Two Reasons You Shouldn't Use MongoDB

14 September 2010

ADDENDUM
As a couple of people have pointed out, the title of this post is pretty flamey. A bit more flamey than I really intended it to be. The underlying message of this post is that, as a developer, you should be aware of the idiosyncrasies of your potential data store, so that you can adequately make a decision to use one that fits your problem space. Don’t let the title derail that message.

1. Your application is awkwardly write heavy

In Mongo, a single mongod process can only process one write at a time, and issues a server level read/write lock while it’s doing so. Yup, that’s right, when a write is in process, nothing else can happen.

Since Mongo has some wicked fast writes, this normally isn’t a problem. However, if a write hangs, if your application has large batch inserts, or if you’re inserting a lot of really large documents, this could quickly become an issue. Ideally, this will eventually become more granular, down to the collection level for instance*.

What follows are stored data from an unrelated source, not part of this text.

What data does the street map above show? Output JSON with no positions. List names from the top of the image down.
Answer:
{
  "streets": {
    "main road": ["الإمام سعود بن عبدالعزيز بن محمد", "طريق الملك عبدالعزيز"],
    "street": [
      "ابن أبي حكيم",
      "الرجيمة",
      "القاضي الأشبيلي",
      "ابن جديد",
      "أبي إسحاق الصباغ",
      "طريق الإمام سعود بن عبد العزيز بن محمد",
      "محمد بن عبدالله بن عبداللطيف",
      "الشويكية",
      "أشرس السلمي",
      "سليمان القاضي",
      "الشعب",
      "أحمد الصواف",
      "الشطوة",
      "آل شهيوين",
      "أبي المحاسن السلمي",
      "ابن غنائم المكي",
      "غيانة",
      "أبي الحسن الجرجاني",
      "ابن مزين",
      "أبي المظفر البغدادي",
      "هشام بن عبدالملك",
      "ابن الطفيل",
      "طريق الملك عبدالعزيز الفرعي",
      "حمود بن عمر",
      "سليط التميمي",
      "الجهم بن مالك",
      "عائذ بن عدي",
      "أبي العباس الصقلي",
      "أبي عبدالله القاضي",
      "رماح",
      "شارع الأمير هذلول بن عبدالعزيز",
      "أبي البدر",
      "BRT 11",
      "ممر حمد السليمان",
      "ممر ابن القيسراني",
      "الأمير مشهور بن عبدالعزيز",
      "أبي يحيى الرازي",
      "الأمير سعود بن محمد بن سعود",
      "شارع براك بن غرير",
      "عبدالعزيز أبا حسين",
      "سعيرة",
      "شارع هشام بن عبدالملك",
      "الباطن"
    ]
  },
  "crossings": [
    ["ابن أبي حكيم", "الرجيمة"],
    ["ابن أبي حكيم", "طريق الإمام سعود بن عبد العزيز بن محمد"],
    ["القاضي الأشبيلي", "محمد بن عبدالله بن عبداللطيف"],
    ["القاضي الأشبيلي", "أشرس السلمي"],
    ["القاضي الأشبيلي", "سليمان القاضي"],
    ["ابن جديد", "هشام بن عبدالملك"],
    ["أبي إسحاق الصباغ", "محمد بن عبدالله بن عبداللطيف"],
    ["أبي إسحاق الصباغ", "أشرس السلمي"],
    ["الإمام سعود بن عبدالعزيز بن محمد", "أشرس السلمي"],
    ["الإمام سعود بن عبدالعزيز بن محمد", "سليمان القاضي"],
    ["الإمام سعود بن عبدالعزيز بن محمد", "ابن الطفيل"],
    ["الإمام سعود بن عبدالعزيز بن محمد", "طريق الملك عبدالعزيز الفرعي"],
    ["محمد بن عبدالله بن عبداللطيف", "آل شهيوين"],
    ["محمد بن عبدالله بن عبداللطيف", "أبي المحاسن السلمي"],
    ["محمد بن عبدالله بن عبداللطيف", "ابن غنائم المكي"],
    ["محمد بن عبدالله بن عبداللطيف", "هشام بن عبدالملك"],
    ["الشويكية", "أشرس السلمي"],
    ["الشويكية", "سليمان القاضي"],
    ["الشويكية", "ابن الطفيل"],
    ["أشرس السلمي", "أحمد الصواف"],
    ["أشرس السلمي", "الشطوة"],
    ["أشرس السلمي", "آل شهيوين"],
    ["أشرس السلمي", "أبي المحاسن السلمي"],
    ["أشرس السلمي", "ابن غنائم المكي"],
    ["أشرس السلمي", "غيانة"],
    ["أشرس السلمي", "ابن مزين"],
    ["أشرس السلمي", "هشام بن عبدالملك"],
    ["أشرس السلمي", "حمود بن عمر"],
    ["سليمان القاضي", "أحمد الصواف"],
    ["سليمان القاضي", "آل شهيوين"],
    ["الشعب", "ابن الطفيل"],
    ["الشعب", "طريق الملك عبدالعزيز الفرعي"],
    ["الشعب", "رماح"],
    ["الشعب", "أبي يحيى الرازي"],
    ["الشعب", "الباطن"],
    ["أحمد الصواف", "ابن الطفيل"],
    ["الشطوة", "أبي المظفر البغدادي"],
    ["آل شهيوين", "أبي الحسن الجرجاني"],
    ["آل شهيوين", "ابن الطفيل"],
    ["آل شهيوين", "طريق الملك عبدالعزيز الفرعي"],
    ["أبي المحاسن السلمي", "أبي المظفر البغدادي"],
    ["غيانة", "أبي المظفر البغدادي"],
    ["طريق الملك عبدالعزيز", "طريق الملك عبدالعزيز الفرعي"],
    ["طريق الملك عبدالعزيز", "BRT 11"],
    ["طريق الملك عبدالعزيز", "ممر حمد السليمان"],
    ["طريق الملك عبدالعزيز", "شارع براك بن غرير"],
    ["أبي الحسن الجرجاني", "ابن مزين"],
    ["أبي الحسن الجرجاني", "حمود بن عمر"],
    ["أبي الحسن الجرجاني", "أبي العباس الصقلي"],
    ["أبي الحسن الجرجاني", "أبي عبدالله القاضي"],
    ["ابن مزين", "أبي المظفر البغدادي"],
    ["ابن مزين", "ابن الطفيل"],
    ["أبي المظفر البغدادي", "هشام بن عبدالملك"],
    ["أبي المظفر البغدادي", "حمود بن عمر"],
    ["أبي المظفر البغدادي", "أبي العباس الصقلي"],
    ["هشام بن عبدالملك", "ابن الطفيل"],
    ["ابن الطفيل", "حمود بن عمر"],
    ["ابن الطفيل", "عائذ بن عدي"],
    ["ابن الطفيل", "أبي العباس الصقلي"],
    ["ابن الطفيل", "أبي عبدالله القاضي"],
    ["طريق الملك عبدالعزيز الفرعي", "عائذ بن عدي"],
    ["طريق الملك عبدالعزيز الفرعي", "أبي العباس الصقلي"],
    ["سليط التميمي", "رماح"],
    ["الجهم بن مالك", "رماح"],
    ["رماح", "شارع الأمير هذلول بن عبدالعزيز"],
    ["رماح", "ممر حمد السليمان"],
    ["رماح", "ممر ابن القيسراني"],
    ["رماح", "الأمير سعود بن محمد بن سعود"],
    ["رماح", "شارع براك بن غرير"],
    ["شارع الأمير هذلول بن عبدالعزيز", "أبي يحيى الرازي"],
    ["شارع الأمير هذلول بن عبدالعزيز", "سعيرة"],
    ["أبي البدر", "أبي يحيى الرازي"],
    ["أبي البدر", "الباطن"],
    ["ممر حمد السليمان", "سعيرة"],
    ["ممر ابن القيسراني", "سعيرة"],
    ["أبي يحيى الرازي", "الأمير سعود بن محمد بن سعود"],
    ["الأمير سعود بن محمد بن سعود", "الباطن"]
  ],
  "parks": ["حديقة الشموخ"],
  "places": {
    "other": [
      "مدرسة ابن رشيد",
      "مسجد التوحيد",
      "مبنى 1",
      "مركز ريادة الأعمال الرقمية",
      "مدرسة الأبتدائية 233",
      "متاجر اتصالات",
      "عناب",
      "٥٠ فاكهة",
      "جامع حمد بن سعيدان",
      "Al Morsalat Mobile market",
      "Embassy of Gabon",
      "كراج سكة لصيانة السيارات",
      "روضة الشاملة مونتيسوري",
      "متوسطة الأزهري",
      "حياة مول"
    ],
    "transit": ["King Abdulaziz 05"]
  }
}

Thankfully, until that happens, there are a couple of other ways to mitigate this. The first, and probably easiest option, is to setup a Replica Set and perform all reads on the slave(s). However, this doesn’t stop writes from queueing up. The second option is to setup a sharded environment. This option allows writes to be split up and sent to their respective shards.

2. You don’t understand how Mongo handles durability

Mongo is fast, very fast. However, it achieves those speeds by doing things that are pretty out of the ordinary. These things can potentially be catastrophic if you don’t understand what’s going on.

Any developer looking to use Mongo needs to take a look at its current** stance on single server durability. To sum it up, it’s not. Instead, developers should be using Replica Sets and sharding to achieve durability. These are things you should be looking at regardless of your data store, but it becomes all that more important to have a proper cluster when you’re working with Mongo.

Another key thing to look at is the insertion path. By default, Mongo does not wait for a response when issuing a write. There is no guarantee that the write successfully updated the memory mapped file, that it was fsynced to datafiles, or that it was replicated across the cluster. Luckily, there are a couple of commands available to alleviate this.

All of the drivers implement the getLastError command, commonly known as safe mode. Safe mode will wait for a return code from the database, ensuring that the write was successful. Safe mode also has options for ensuring fsnyc and replication.

There is also a general fsync command that can be used to flush everything to datafiles. While this can be configured at the server level, by default, it is executed every 60 seconds, or when the kernel forces it, whichever comes first.

In the end, your problem space will dictate whether the cost of performance is acceptable in favor of better durability.

* Apparently this is being addressed in 1.8 or 2.0
** True single server durability will be added in 1.8

Full Disclosure:
I love mongo. So much so, that I’m using it in my latest venture, gathers.us, and am giving several presentations on it, one of them being at Mongo Chicago.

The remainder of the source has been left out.